This is the first multidisciplinary volume whose focus is on the barely accessible highlands between Armenia and Azerbaijan, and their invaluable artistic heritage. Numerous ancient and mediaeval monuments of Artsakh/Karabagh and Nakhichevan find themselves in the crucible of a strife involving mutually exclusive national accounts. They are gravely endangered today by the politics of cultural destruction endorsed by the modern State of Azerbaijan.
This volume contains seventeen contributions by renowned scholars from eight nations, rare photographic documentation and a detailed inventory of all the monuments discussed. Part 1 explores the historical geography of these lands and their architecture. Part 2 analyses the development of Azerbaijani nationalism against the background of the centuries-long geopolitical contest between Russia and Turkey. Part 3 documents the loss of monuments and examines their destruction in the light of international law governing the protection of cultural heritage.

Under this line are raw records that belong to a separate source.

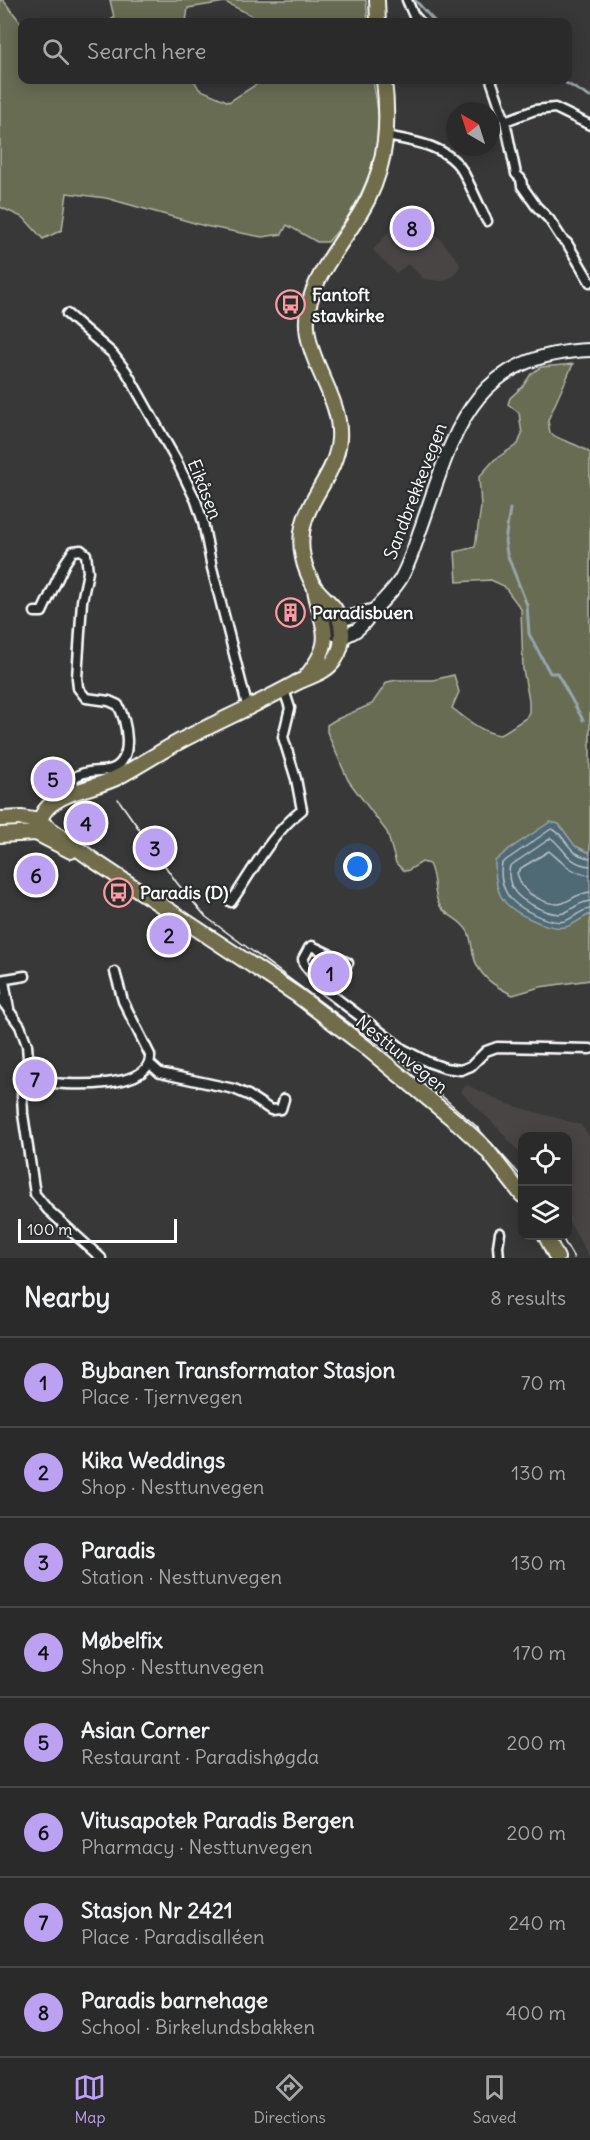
<!DOCTYPE html>
<meta charset="utf-8">
<style>
body{margin:0;font-family:Delius,sans-serif;background:#373636;color:#f1f3f6}
.controls{position:absolute;right:18px;bottom:18px;display:grid;overflow:hidden;border-radius:12px;box-shadow:0 3px 15px #0003}
.controls button{width:54px;height:54px;display:grid;place-items:center;padding:0;border:0;border-bottom:2px solid #474647;background:#2b2a2a;color:#f1f3f6;font:30px sans-serif}
.compass{position:absolute;left:446px;top:102px;width:54px;height:54px;border-radius:50%;background:#2b2a2a;box-shadow:0 3px 15px #0003;rotate:321deg}
.scale{position:absolute;left:18px;bottom:15px;width:159px;box-sizing:border-box;padding-left:6px;border:3px solid #fff;border-top:0;font-size:16px;line-height:21px;white-space:nowrap;color:#fff;-webkit-text-stroke:4px #2a2d2e;paint-order:stroke}
.you{position:absolute;left:358px;top:867px;width:21px;height:21px;margin:-15px;border:4px solid #fff;border-radius:50%;background:#1a73e8;box-shadow:0 0 0 9px #1a73e833}
.badge{display:grid;place-items:center;width:39px;height:39px;border-radius:50%;background:#bca0f2;color:#111;font-size:20px;font-weight:700}
.pin{position:absolute;translate:-50% -50%;border:3px solid #fff;box-shadow:0 2px 6px #0006}
.list{margin:0;padding:0;list-style:none}
h2{display:flex;justify-content:space-between;align-items:center;height:78px;margin:0;padding:0 24px;font-size:26px}
h2 small{font-size:20px;font-weight:400;color:#a6a7a8}
.list li{display:grid;grid-template-columns:39px 1fr auto;gap:18px;align-items:center;box-sizing:border-box;height:90px;padding:0 24px;border-top:2px solid #474647}
.list b{display:block;font-size:22px;white-space:nowrap}
.list p{margin:0;font-size:20px;white-space:nowrap;color:#a6a7a8}
.list em{font-size:20px;font-style:normal;color:#a6a7a8}
.icon{flex:none;width:33px;height:33px;fill:none;stroke:currentColor;stroke-width:2;stroke-linecap:round;stroke-linejoin:round}
.map{position:relative;flex:none;width:590px;height:1258px;overflow:hidden}
.search{position:absolute;background:#2b2a2a;box-shadow:0 3px 15px #0003;left:18px;right:18px;top:18px;height:66px;display:flex;align-items:center;gap:15px;box-sizing:border-box;padding:0 21px;border-radius:12px;color:#a6a7a8;font-size:22px}
.sheet{height:798px;background:#2b2a2a}
nav{display:flex;justify-content:space-around;align-items:center;box-sizing:border-box;height:84px;border-top:2px solid #474647;background:#2b2a2a;font-size:16px;color:#a6a7a8}
nav a{display:grid;justify-items:center;gap:3px}
nav .on{color:#bca0f2}
.map>svg:first-child{display:block}
.built{fill:#4a4544}
.green{fill:#676c52;stroke:#b3b6a8;stroke-width:1.5}
.water{fill:#506975;stroke:#96a5ac;stroke-width:1.5}
.lines{fill:none;stroke-linecap:round;stroke-linejoin:round}
.shore{stroke:#b9c3c8;stroke-width:1.5}
.stream{stroke:#96a5ac;stroke-width:3}
.street-casing{stroke:#fff;stroke-width:13}
.secondary-casing{stroke:#fff;stroke-width:16}
.primary-casing{stroke:#fff;stroke-width:18}
.street{stroke:#2a2d2e;stroke-width:8}
.secondary{stroke:#2a2d2e;stroke-width:12}
.primary{stroke:#716d4b;stroke-width:14}
.tram{stroke:#fff;stroke-width:1.5}
.labels{text-anchor:middle;dominant-baseline:central;stroke-width:4.5;stroke-linejoin:round;paint-order:stroke}
.poi-label{font-size:18px;font-weight:bold;fill:#fff;stroke:#2a2d2e;text-anchor:start}
.street-label{font-size:18px;fill:#fff;stroke:#2a2d2e}
</style>
<div class="map">
<svg width="590" height="1258" viewBox="0 0 590 1258">
<rect width="100%" height="100%" fill="#393838"/>
<filter id="ink" filterUnits="userSpaceOnUse"><feTurbulence type="fractalNoise" baseFrequency=".0167" numOctaves="2"/><feDisplacementMap in="SourceGraphic" scale="12" xChannelSelector="R" yChannelSelector="G"/><feConvolveMatrix kernelMatrix="1 2 1 2 8 2 1 2 1" color-interpolation-filters="sRGB"/></filter>
<g filter="url(#ink)">
<path class="built" d="M412,205l47,57 1,5 -8,10 -10,4 -18,-2 -16,-15 -12,9 -23,-23z
M467,1085l37,18 77,22 9,12v121l-22,-38v-84h-46v20l-22,-26 -40,-39z"/>
<path class="green" d="M0,0h3l19,24v56h172l5,9 30,13 34,-22h110c2,16 7,34 6,50 -3,40 -24,83 -51,112h-11l-30,-17 -5,9 -20,3 -57,-11 -99,-28 -39,-5 -5,37 -19,9 -19,-21 -24,-11z
M110,0h256l2,22h-113l-4,-7 -26,-13 -37,6 -2,14h-77l5,-5z
M573,364l-25,56 2,13c12,9 28,10 40,20v400l-15,-7 -47,-9 -20,13 72,69 10,-5v66l-50,7 -27,8c-19,-9 -35,-19 -40,-41 -1,-6 -2,-16 -5,-22 -7,-15 -27,-16 -31,-33 -4,-13 -2,-23 -8,-35l-7,-2 -15,9 -4,-1 -7,-7 -9,-31 -39,-52 -21,-48v-7l8,-5 37,-16 15,-22 10,-2h36l21,-5 5,17 -7,16c15,11 28,24 48,27l26,-17 3,-6v-12l-6,-30 -2,-61 -17,-23 -13,-6 -34,2 -2,-30 20,-5 6,-40 -2,-30 15,-17 24,-16 4,-10 -3,-21 -11,-9 2,-6 13,-12 8,-12 10,-7z"/>
<path class="water" d="M550,822l9,2 16,22 15,7v61c-7,3 -17,12 -25,13 -17,3 -55,-15 -63,-29 -7,-12 -7,-25 -7,-37l13,-11z"/>
<g class="lines">
<path class="shore" d="M590,858c-24,-3 -24,-25 -39,-29l-49,34c-2,10 0,22 5,31 7,13 43,31 58,27 9,-3 15,-11 25,-12
M590,866c-23,-2 -25,-18 -39,-28l-41,28c-2,8 -1,16 3,23 6,12 38,28 51,24 9,-4 15,-11 26,-12
M590,875c-18,-1 -28,-13 -41,-24l-28,17 -4,5c2,5 3,10 6,14 7,9 28,20 40,16 9,-4 16,-10 27,-11"/>
<path class="stream" d="M415,0l20,22
M566,83l24,14
M510,509l-5,32 2,13 20,51 2,29 21,39h7l26,47"/>
<defs>
<path id="street" d="M407,0l6,14 7,8
M491,80l14,41 11,53 5,5 1,7 14,20 13,13 13,20 5,4 23,39
M505,121l30,-11 20,-2 35,17
M386,136c26,5 60,9 76,34 9,16 16,34 25,51
M67,314l45,39 14,18 50,89 20,41 7,21 9,46 36,141
M35,612h7l23,-49 8,-12 8,-1 5,4 2,18 -6,29 -5,77 1,10 8,10 23,3 9,4c8,15 17,53 -4,63 -13,6 -29,0 -41,11l1,14
M231,902c23,-33 39,-67 71,-92l-6,-31 -13,-42 7,-29 -6,-18
M348,963l-36,-17 -3,2 -6,11 1,5 20,25 79,60 25,13 17,6 16,2 10,-4 15,-15 11,-4 93,2
M0,980l25,-4
M4,981l5,28
M0,998l20,28 7,19 1,13 -6,36 1,20 12,80 13,16 53,48
M28,1058l20,24c21,4 105,7 102,-27l-27,-54 -8,-29
M150,1064l10,9 74,16 14,6 23,15 10,-1 3,-10
M499,1258l-1,-12 2,-13"/>
<path id="secondary" d="M333,625l7,-5 34,-10
M325,630l17,7c20,-7 21,-14 34,-29 8,-9 17,-17 24,-28 10,-17 15,-36 22,-55 33,-95 49,-170 168,-175"/>
<path id="primary" d="M377,0l1,22
M306,677c30,-37 17,-46 9,-87
M0,819l22,-1 17,3 54,39 204,135 71,54 91,75 27,25 36,46
M36,833c2,-9 5,-19 12,-26 17,-16 47,-19 68,-29 23,-12 45,-27 68,-39 37,-19 74,-35 110,-55 14,-8 32,-10 41,-25 10,-15 9,-37 -1,-51 -6,-8 -15,-14 -20,-22 -5,-9 -9,-18 -11,-28 -11,-51 33,-75 36,-119 3,-40 -30,-74 -32,-113 -3,-45 42,-88 61,-127 19,-39 21,-77 16,-119
M0,835l36,-2 35,18
M546,1236l11,22"/>
</defs>
<use href="#street" class="street-casing"/>
<use href="#secondary" class="secondary-casing"/>
<use href="#primary" class="primary-casing"/>
<use href="#street" class="street"/>
<use href="#secondary" class="secondary"/>
<use href="#primary" class="primary"/>
<path class="tram" d="M118,799l59,84 29,34 199,147 70,61 47,52
M561,1236l13,22"/>
</g>
</g>
<defs>
<symbol id="bus-ring" viewBox="-11 -11 22 22"><circle r="9.5" fill="#2a2d2e" stroke="#ff9aa2" stroke-width="1.5"/><path d="M-5-6H5V4H4V6H2V4H-2V6H-4V4H-5ZM-3.5-4V0h7V-4ZM-3.5 1.2v1.5H-2V1.2ZM2 1.2v1.5H3.5V1.2Z" fill="#ff9aa2"/></symbol>
<symbol id="building-ring" viewBox="-11 -11 22 22"><circle r="9.5" fill="#2a2d2e" stroke="#ff9aa2" stroke-width="1.5"/><path d="M-4-6H4V6H1V3H-1V6H-4ZM-2.5-4.3h1.7v1.8h-1.7ZM.8-4.3h1.7v1.8H.8ZM-2.5-1h1.7V.8h-1.7ZM.8-1h1.7V.8H.8Z" fill="#ff9aa2"/></symbol>
</defs>
<g fill-rule="evenodd">
<use href="#bus-ring" x="274" y="288" width="33" height="33"/>
<use href="#building-ring" x="274" y="596" width="33" height="33"/>
<use href="#bus-ring" x="102" y="876" width="33" height="33"/>
</g>
<g class="labels">
<g class="poi-label">
<text x="312" y="294">Fantoft<tspan x="312" dy="21">stavkirke</tspan></text>
<text x="312" y="612">Paradisbuen</text>
<text x="140" y="892">Paradis (D)</text>
</g>
<g class="street-label">
<text transform="translate(205 489) rotate(68)">Eikåsen</text>
<text transform="translate(415 491) rotate(-69)">Sandbrekkevegen</text>
<text transform="translate(402 1054) rotate(39)">Nesttunvegen</text>
</g>
</g>
</svg>
<div class="controls">
<button><svg class="icon" aria-label="locate" viewBox="0 0 24 24"><circle cx="12" cy="12" r="6"/><path d="M12 2v4M12 18v4M2 12h4M18 12h4"/></svg></button>
<button><svg class="icon" aria-label="layers" viewBox="0 0 24 24"><path d="M12 4l9 5-9 5-9-5zM3 14l9 5 9-5"/></svg></button>
</div>
<svg class="compass" viewBox="-18 -18 36 36"><path d="M0-13l5 13h-10z" fill="#e53935"/><path d="M0 13l5-13h-10z" fill="#a6a7a8"/></svg>
<div class="scale">100 m</div>
<div class="you"></div>
<div class="pin badge" style="left:330px;top:973px">1</div>
<div class="pin badge" style="left:169px;top:935px">2</div>
<div class="pin badge" style="left:155px;top:848px">3</div>
<div class="pin badge" style="left:86px;top:823px">4</div>
<div class="pin badge" style="left:53px;top:779px">5</div>
<div class="pin badge" style="left:36px;top:875px">6</div>
<div class="pin badge" style="left:35px;top:1079px">7</div>
<div class="pin badge" style="left:412px;top:228px">8</div>
<div class="search"><svg class="icon" aria-label="search" viewBox="0 0 24 24"><circle cx="10" cy="10" r="6"/><path d="M15 15l6 6"/></svg>Search here</div>
</div>
<section class="sheet">
<h2>Nearby<small>8 results</small></h2>
<ul class="list">
<li><span class="badge">1</span><div><b>Bybanen Transformator Stasjon</b><p>Place · Tjernvegen</p></div><em>70 m</em></li>
<li><span class="badge">2</span><div><b>Kika Weddings</b><p>Shop · Nesttunvegen</p></div><em>130 m</em></li>
<li><span class="badge">3</span><div><b>Paradis</b><p>Station · Nesttunvegen</p></div><em>130 m</em></li>
<li><span class="badge">4</span><div><b>Møbelfix</b><p>Shop · Nesttunvegen</p></div><em>170 m</em></li>
<li><span class="badge">5</span><div><b>Asian Corner</b><p>Restaurant · Paradishøgda</p></div><em>200 m</em></li>
<li><span class="badge">6</span><div><b>Vitusapotek Paradis Bergen</b><p>Pharmacy · Nesttunvegen</p></div><em>200 m</em></li>
<li><span class="badge">7</span><div><b>Stasjon Nr 2421</b><p>Place · Paradisalléen</p></div><em>240 m</em></li>
<li><span class="badge">8</span><div><b>Paradis barnehage</b><p>School · Birkelundsbakken</p></div><em>400 m</em></li>
</ul>
</section>
<nav>
<a class="on"><svg class="icon" aria-label="map" viewBox="0 0 24 24"><path d="M3 6l6-2 6 2 6-2v14l-6 2-6-2-6 2zM9 4v14M15 6v14"/></svg>Map</a>
<a><svg class="icon" aria-label="directions" viewBox="0 0 24 24"><path d="M12 3l9 9-9 9-9-9zM9 14v-3h6M13 9l2 2-2 2"/></svg>Directions</a>
<a><svg class="icon" aria-label="saved" viewBox="0 0 24 24"><path d="M7 4h10v16l-5-4-5 4z"/></svg>Saved</a>
</nav>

Igor Dorfmann-Lazarev, PhD (2002) and Habilitation (2009) at ÉPHÉ, Sorbonne, is lecturer in Oriental Languages at Sofia University. Author of 2 monographs and numerous articles on Armenia, he has also edited
Sharing Myths, Texts and Sanctuaries in the South Caucasus: Apocryphal Themes in Literatures, Arts and Cults from Late Antiquity to the Middle Ages (Leuven 2022).
Haroutioun Khatchadourian is an independent researcher interested in the protection of historical heritage. He has studied the History of Armenian Arts at INALCO, Paris, and is co-author of two books,
L’art des khatchkars. Les pierres à croix arméniennes d’Ispahan et de Jérusalem (Paris 2014 and Yerevan 2019) and
Localités et biens cultuels arméniens dans la Turquie ottomane. Un patrimoine en destruction (Paris 2016).
All those interested in the history and the geopolitics of the Caucasus, the history of nationalism, the history of mediaeval Christian arts, and anyone concerned with the protection of historical monuments.